As far as everyone is concerned, tomorrow is Presidents Day, and many of the advertisements would lead you to believe that it’s a celebration of two of America’s greatest presidents: George Washington and Abraham Lincoln.
But despite what almost everyone believes, tomorrow is not a national holiday known as Presidents’ Day, even the Interior Department apparently isn’t in on the secret.
Under a federal law passed in 1968, the third Monday of February was officially designated as “Washington’s birthday.” No mention at all of honest Abe.
HAROLD HOLZER: Lincoln has never had a national holiday devoted to him.
HARI SREENIVASAN: Harold Holzer is a Lincoln scholar and the author or editor of more than 45 books. He was also a consultant on “Lincoln,” the Academy Award-winning film from 2012.
HAROLD HOLZER: I think he was a victim of the same kind of sectional discord that greeted much of reconstruction. He was considered, even though dead at the time, the northern interloper who had imposed federal control on the sunny south. And so while there was a Washington’s birthday that was a federal holiday, Lincoln never made it.
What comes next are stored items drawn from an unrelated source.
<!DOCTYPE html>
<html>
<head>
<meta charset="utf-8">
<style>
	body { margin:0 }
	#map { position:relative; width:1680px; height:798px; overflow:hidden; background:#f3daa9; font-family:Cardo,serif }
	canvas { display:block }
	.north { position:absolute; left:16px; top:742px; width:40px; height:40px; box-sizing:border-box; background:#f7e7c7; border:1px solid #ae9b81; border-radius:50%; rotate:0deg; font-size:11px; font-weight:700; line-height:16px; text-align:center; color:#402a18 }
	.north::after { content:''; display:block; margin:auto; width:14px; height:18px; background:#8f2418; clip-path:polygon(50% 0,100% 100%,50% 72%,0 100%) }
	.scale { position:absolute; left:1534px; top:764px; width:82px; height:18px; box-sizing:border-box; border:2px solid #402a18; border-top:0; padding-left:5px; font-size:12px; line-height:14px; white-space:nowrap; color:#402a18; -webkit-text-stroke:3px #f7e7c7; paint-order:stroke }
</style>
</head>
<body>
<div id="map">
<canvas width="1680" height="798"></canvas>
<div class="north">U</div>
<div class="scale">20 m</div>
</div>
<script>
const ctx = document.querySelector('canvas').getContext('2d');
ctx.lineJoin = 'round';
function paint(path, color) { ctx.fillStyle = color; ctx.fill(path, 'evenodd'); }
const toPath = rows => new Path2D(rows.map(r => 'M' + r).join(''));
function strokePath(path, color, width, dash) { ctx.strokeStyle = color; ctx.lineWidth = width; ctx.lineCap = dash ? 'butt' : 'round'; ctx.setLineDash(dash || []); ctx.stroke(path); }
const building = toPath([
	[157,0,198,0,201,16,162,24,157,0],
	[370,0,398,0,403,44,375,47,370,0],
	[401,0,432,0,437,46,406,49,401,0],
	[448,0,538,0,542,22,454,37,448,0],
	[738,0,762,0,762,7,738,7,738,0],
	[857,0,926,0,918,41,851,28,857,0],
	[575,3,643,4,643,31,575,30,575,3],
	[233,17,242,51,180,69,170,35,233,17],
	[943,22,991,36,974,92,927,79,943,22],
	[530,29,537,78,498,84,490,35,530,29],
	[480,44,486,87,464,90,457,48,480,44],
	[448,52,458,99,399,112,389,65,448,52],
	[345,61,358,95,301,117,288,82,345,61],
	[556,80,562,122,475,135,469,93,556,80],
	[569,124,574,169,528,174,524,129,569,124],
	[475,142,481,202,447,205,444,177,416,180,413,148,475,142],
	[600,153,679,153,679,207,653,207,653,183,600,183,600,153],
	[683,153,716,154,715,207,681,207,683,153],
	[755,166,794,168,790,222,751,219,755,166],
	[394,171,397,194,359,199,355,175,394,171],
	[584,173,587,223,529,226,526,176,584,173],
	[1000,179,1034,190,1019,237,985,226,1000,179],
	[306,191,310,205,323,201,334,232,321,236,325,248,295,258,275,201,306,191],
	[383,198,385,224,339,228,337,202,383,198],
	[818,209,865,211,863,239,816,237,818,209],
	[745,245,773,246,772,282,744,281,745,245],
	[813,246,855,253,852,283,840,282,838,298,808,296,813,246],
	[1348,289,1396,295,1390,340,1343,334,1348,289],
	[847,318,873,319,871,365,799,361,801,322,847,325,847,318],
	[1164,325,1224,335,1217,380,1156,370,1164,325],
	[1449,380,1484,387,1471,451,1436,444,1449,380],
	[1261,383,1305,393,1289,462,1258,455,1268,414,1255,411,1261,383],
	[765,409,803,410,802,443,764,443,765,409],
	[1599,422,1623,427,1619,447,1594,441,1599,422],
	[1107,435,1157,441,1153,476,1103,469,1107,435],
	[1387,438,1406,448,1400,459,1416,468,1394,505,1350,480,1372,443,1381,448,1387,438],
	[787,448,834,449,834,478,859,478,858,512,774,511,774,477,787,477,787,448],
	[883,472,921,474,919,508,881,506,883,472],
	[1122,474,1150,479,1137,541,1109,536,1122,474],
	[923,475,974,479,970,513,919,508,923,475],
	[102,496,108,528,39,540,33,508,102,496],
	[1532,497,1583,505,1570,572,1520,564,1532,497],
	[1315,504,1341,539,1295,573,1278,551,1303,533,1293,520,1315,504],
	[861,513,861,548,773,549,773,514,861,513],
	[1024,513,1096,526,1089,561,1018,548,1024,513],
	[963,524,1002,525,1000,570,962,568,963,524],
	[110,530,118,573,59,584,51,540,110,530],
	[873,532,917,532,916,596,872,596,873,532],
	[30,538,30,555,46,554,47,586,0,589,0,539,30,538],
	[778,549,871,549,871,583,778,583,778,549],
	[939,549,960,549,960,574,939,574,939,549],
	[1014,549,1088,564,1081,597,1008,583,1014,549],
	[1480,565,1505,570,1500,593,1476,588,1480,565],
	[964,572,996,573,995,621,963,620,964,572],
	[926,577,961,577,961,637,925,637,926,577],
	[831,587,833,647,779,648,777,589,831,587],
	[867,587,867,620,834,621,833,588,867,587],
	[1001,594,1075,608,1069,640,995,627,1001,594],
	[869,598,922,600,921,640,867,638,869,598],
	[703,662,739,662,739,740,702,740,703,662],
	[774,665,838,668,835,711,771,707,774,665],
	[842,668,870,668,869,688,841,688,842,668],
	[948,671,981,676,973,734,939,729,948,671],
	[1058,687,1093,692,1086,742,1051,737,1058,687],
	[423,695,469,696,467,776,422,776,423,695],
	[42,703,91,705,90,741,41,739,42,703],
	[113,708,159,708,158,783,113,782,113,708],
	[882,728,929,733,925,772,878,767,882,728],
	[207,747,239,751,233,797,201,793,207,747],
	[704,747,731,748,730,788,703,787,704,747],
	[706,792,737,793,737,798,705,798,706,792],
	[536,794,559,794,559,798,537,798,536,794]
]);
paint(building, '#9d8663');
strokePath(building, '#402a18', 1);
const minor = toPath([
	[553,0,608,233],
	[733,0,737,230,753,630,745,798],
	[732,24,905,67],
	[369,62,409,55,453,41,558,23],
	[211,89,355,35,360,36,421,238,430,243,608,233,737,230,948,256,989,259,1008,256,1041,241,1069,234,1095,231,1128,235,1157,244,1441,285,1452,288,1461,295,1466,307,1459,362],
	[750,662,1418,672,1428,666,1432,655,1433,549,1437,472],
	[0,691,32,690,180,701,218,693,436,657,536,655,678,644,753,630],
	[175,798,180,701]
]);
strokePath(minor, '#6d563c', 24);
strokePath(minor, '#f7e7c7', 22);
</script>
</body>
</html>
He was only a state by state holiday.
HARI SREENIVASAN: And today, only four states designate Lincoln’s birthday – February 12th – as an official holiday.
Of course, while President Lincoln has been passed over for a federal day off, he does grace Mount Rushmore, the national mall, the five dollar bill, and of course the penny.
But there’s been ongoing talk about ditching the penny, which costs two cents to produce. Another potential blow to Abraham Lincoln.
HAROLD HOLZER: He’s not forgotten, but without the holiday that Dr. King rightfully has, and others have, i think it’s a little bit of a national embarrassment.
HARI SREENIVASAN: So we can all enjoy the day off, save some pennies on those sales, but can call it what it is… Washington’s birthday.